L’IA repose donc sur le big data, ensemble énorme de données brutes et silencieuses. Les déductions qu’on peut faire avec les données du big data ont leurs limites. Ce qu’elles disent du futur s’est déjà produit. Elle projettent dans le futur des séquences d’évènements qui appartiennent au passé. Ainsi s’explique la déconvenue du PSG en coupe d’Europe. Vainqueur à Paris 4-0, ils ne trouvèrent aucune prévision statistique les  prévenant qu’une défaite était encore possible. D’où une soirée un peu dissipée la veille du match et le lendemain  « il prirent un 6-0 ».Autre piège des big data, la confusion entre corrélation et causalité. A priori big data ne nous donne que des corrélations. Établir un lien de causalité demande un travail long et difficile. On est encore loin des essais  randomisés en double aveugle, qui sont les golds standard pour prouver le lien de causalité. Je vous laisse  méditer sur cette différence entre causalité et corrélation en compagnie de Coluche. Coluche déconseillait d’aller à l’hôpital au motif que l’on y mourait beaucoup plus souvent que chez soi !

Venons-en à Galilée comme je l’annonçais dans mon titre. Que nous dit Galilée cet immense savant, père de la physique moderne, sur la chute des corps. En l’année 1604, qui fut pour lui l’annus mirabilis, il affirme que les corps tombent tous à la même vitesse quel que soit leur poids, et balaye ainsi d’un revers de main près de deux millénaires d’Aristotélisme. Depuis Aristote il était admis que les corps lourds tombaient plus vite que les corps légers, propriété vérifiable en toutes circonstances.

Galilée  dans le contexte historique où il se trouve, n’a pas les moyens  de fonder son affirmation sur une expérience possible. Dans les biographies falsifiées de Galilée , on le décrit lançant du haut de la tour de Pise des objets de poids différents. C’est là pure légende[1]. Ce genre d’expérience  étant donnée la résistance de l’air aurait sans doute conforté la théorie d’Aristote plutôt que la sienne. La loi de Galilée est vérifiable dans le vide, or à cet époque non seulement on ne sait pas faire le vide, mais on conteste son existence même. Le philosophe Koyré, considère que Galilée est le premier à comprendre que le pari de la physique moderne à rebours de celle d’Aristote consiste à penser qu’on peut « expliquer le réel empirique par l’impossible ».

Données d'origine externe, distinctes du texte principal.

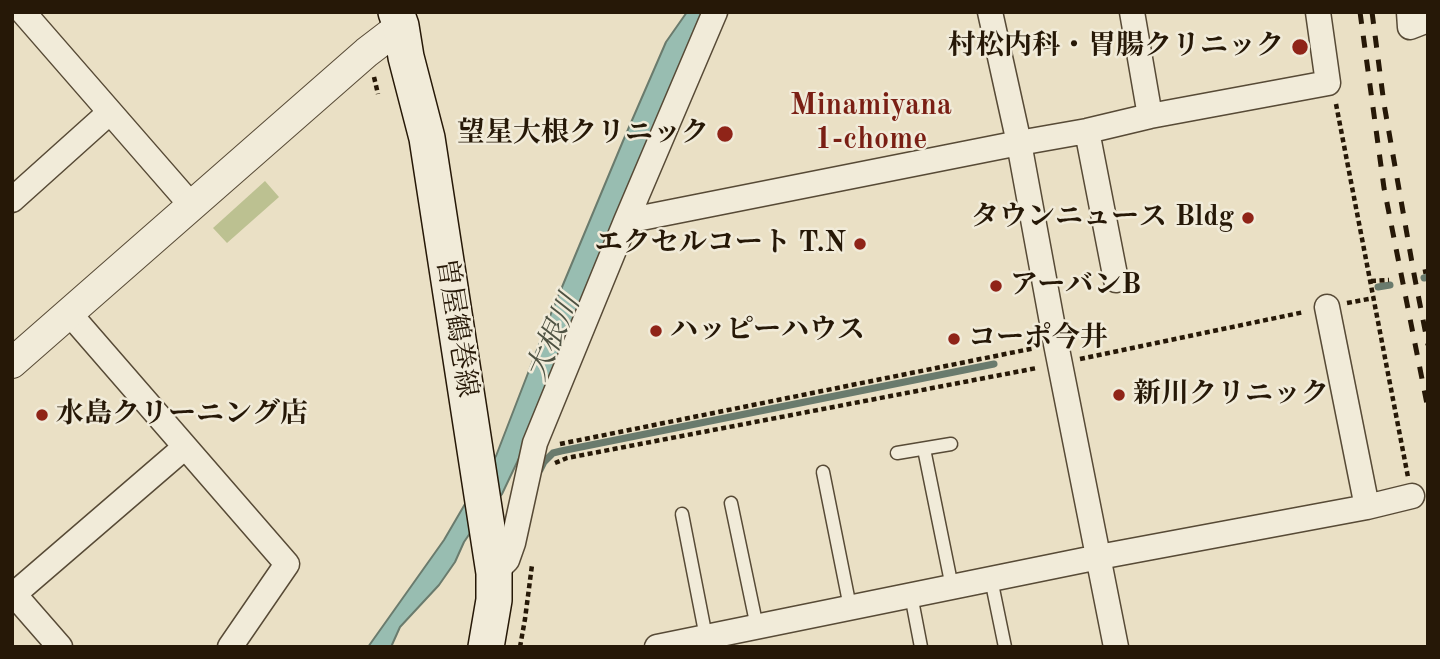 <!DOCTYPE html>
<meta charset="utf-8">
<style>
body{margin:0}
#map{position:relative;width:1440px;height:659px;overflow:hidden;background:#eae0c5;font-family:"Old Standard TT",serif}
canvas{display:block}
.frame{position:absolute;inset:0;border:14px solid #261807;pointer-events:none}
</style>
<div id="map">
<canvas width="1440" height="659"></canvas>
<div class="frame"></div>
</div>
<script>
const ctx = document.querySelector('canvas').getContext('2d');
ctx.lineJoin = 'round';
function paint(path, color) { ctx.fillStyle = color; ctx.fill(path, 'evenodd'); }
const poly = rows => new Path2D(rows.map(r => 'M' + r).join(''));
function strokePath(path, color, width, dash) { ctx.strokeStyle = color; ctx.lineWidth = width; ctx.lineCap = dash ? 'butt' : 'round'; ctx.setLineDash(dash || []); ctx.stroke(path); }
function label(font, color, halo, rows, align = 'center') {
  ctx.font = font + ' "Old Standard TT","Noto Serif JP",serif'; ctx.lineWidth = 5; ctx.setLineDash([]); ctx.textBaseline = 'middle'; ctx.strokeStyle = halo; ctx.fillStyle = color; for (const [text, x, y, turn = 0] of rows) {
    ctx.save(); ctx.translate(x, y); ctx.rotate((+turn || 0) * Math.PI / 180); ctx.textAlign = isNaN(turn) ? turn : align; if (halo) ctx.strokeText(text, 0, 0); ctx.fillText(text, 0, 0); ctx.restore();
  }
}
paint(poly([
 [265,181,279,197,227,243,213,228]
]), '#bcc191');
const water = poly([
 [687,12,704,12,530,435,502,494,481,517,464,542,455,562,439,585,400,627,391,647,368,647,444,540,465,504,496,456,552,311,623,141,666,42,687,12]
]);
paint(water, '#98bdb1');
strokePath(water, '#6a7b6d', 2);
strokePath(poly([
 [1424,278,1428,277],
 [1378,287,1390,285],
 [540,470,544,462,553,453,561,451,994,364]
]), '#6a7b6d', 7);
const service = poly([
 [924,449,952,587],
 [897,453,951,444],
 [823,472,850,607],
 [731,503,757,627],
 [682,514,706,637],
 [991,579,1005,647],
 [911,595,921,647]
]);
const minor = poly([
 [23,12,192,206],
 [990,12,1019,143,1056,344,1116,647],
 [1132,12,1150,116],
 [1409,12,1410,27,1428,20],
 [1087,131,1116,280],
 [12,200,110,112],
 [626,221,1019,143,1087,131,1150,116,1328,83,1318,12],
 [1327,307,1367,507],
 [69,313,287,564,230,647],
 [494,573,507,560,513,543,535,443,626,221,715,12],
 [12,592,60,647],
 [12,596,185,447],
 [657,647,1099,557,1367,507,1412,496]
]);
const tertiary = poly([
 [12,363,367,52,401,26]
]);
const secondary = poly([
 [396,12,401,26,406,57,427,138,494,573,494,600,486,647]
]);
strokePath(service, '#574a36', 15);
strokePath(minor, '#574a36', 27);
strokePath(tertiary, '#574a36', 32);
strokePath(secondary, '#261807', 38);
strokePath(poly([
 [374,77,378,94],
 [1336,104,1408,477],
 [1423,272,1428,271],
 [1371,281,1389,280],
 [1347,303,1374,298],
 [1080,359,1304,312],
 [560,444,1035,348],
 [555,463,567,458,1037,368],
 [520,647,525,619,532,565]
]), '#261807', 4.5, [5, 3.5]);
strokePath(service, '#f1ebd9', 12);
strokePath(minor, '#f1ebd9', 24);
strokePath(tertiary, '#f1ebd9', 30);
strokePath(secondary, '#f1ebd9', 35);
strokePath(poly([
 [1360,12,1384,188,1428,409],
 [1372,12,1384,104,1414,274,1428,345]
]), '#261807', 5, [12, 12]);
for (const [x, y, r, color] of [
 [1300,47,9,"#8f2418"],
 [725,134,9,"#8f2418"],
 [1248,218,7,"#8f2418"],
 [860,244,7,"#8f2418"],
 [996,286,7,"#8f2418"],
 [656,331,7,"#8f2418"],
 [954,339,7,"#8f2418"],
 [1119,395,7,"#8f2418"],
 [42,415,7,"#8f2418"]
]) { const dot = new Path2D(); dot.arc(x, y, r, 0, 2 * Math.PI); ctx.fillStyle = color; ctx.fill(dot); strokePath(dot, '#f1ebd9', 2.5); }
label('bold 28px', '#261807', '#f1ebd9', [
 ["村松内科・胃腸クリニック",1284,47,"right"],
 ["望星大根クリニック",709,134,"right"],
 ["タウンニュース Bldg",1234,218,"right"],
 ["エクセルコート T.N",846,244,"right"],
 ["アーバンB",1010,286],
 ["ハッピーハウス",670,331],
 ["コーポ今井",968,339],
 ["新川クリニック",1133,395],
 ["水島クリーニング店",56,415]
], 'left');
label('28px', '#261807', '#f1ebd9', [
 ["曽屋鶴巻線",456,328,81]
]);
label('bold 30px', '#7a1f14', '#f1ebd9', [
 ["Minamiyana",871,106],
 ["1-chome",871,140]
]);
label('italic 30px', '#4e5242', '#f1ebd9', [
 ["大根川",554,338,-66]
]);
</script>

N’ayant pas la possibilité de fonder sa théorie sur une démonstration expérimentale, Galilée va user d’un tout autre moyen. Il va se livrer à une expérience de pensée. Qu’est-ce qu’une expérience de penser ? C’est une  sorte de mise en scène mentale, où seulement interviennent les idées et les raisonnements.  Supposons exacte la loi de la chute des corps d’Aristote : un corps lourd tombe plus rapidement qu’un corps léger. Attachons par une corde une grosse pierre et une pierre plus petite, et lâchons-les. Que dit Aristote ? Puisque l’ensemble formé par les deux pierres est plus lourd que la grosse pierre seule, il tombe plus vite que la grosse pierre seule. Cependant, comme la grosse pierre tombe plus vite que la petite, elle va tendre la corde qui les relie, si bien que la petite pierre freine la chute de la grosse, à la manière d’un parachute. La petite pierre ralentit donc la grosse pierre : l’ensemble formé des deux pierres tombe moins vite que la grosse pierre seule. L’application de la loi de chute des corps d’Aristote aboutit donc à une aporie, autrement dit une contradiction insoluble, qui invalide la théorie d’Aristote.

Qu’aurait fait big data en la circonstance, il aurait enregistré une profusion de données en faveur d’Aristote ! il vaut mieux compter sur une expérience  de pensée !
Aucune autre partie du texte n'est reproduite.